[What is needed]:
Reproduce exactly the lines below from the one containing "const ctx = document.querySelector('canvas').getContext('2d');" through the one containing "function label(font, color, halo, rows, align", including both, and nothing else.

Collected data:

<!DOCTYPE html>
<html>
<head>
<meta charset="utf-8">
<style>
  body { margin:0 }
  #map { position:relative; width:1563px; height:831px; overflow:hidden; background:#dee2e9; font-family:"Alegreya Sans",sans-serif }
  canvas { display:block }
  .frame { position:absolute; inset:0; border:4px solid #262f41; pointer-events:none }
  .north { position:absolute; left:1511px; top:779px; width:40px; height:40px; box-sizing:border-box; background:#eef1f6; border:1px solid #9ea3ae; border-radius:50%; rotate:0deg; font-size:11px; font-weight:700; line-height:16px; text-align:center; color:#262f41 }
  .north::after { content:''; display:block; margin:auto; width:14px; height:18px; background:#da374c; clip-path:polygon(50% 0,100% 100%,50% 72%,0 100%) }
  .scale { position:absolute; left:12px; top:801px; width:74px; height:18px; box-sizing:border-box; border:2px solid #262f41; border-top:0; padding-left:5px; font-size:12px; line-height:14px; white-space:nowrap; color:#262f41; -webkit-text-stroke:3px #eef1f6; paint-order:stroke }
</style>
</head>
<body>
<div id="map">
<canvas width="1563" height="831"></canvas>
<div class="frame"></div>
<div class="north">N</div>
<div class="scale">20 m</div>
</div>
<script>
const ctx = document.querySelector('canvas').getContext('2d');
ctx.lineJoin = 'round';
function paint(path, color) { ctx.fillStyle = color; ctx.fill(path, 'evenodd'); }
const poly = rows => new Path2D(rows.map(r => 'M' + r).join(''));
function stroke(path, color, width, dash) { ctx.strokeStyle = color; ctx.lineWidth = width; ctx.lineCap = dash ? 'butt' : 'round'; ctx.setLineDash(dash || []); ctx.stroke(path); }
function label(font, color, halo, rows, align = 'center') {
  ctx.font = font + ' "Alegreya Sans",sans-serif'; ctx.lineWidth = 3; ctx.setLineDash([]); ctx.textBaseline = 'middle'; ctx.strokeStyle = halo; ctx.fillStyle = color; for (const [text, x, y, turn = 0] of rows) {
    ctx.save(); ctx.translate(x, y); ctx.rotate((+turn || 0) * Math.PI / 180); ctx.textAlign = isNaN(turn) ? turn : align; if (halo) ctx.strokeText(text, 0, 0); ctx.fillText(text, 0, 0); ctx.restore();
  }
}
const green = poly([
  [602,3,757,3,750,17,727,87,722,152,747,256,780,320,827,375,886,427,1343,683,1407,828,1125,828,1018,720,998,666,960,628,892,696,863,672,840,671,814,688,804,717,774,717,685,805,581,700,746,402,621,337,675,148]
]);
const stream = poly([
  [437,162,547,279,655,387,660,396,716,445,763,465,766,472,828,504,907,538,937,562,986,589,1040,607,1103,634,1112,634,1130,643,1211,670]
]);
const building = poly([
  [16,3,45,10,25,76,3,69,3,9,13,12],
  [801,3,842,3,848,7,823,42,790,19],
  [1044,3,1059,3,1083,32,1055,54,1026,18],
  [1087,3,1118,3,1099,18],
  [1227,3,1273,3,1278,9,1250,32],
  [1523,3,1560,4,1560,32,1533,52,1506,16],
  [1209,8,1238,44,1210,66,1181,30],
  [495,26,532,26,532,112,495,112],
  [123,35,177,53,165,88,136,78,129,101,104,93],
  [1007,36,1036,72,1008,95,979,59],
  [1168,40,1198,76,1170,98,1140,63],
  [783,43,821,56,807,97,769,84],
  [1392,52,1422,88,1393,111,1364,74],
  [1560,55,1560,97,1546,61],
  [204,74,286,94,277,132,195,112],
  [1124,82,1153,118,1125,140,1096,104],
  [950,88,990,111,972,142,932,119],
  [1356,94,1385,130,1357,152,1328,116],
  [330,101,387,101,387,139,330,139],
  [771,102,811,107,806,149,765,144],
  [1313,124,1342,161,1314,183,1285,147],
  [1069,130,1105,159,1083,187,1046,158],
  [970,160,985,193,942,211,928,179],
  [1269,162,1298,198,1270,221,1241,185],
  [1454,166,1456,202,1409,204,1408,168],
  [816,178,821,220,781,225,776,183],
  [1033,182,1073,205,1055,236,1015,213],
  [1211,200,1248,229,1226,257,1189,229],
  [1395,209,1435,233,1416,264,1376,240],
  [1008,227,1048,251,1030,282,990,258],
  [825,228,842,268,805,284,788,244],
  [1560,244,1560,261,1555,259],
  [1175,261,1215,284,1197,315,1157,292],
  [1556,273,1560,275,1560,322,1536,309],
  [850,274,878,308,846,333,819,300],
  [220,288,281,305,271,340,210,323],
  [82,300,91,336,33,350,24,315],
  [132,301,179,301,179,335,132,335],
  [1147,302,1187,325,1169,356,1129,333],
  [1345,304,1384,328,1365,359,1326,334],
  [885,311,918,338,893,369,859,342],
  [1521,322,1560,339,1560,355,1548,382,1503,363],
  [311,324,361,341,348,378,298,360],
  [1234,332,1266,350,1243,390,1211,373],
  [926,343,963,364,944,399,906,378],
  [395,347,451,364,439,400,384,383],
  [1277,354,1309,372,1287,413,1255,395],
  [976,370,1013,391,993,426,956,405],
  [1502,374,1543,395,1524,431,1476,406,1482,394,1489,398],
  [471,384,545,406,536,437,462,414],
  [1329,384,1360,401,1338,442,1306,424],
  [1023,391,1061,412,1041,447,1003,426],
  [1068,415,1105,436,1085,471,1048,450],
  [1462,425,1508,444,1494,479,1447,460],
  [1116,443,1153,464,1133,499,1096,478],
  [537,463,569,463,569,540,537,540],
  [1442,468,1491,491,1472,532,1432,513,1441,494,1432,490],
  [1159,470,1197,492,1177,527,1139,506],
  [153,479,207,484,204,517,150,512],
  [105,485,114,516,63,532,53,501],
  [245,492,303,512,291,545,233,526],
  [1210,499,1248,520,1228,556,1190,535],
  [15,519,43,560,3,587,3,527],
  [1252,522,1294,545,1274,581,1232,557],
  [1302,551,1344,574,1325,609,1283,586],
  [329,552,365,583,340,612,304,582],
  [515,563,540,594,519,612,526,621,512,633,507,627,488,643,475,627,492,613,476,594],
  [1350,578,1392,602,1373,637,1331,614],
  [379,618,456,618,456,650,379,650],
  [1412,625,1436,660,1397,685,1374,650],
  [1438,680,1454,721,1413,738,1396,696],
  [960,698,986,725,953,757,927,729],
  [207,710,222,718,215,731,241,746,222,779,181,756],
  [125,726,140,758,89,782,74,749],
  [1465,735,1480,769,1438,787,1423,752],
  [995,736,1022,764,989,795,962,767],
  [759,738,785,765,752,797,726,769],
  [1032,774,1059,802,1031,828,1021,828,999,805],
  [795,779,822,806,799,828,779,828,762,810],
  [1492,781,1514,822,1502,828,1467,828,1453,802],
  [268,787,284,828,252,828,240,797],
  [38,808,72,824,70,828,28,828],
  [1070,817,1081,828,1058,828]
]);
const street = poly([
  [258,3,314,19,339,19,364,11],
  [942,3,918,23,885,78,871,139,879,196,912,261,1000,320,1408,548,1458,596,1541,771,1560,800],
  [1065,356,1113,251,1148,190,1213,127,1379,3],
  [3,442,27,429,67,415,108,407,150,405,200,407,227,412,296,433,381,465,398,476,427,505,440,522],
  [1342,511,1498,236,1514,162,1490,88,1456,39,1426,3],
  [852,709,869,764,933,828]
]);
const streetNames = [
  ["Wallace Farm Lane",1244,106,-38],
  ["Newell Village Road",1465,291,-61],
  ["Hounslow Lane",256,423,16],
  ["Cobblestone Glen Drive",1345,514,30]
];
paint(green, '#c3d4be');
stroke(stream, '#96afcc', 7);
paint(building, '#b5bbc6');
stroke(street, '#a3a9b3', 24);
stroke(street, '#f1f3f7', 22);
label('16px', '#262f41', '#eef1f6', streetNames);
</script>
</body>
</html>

[Reply]:
const ctx = document.querySelector('canvas').getContext('2d');
ctx.lineJoin = 'round';
function paint(path, color) { ctx.fillStyle = color; ctx.fill(path, 'evenodd'); }
const poly = rows => new Path2D(rows.map(r => 'M' + r).join(''));
function stroke(path, color, width, dash) { ctx.strokeStyle = color; ctx.lineWidth = width; ctx.lineCap = dash ? 'butt' : 'round'; ctx.setLineDash(dash || []); ctx.stroke(path); }
function label(font, color, halo, rows, align = 'center') {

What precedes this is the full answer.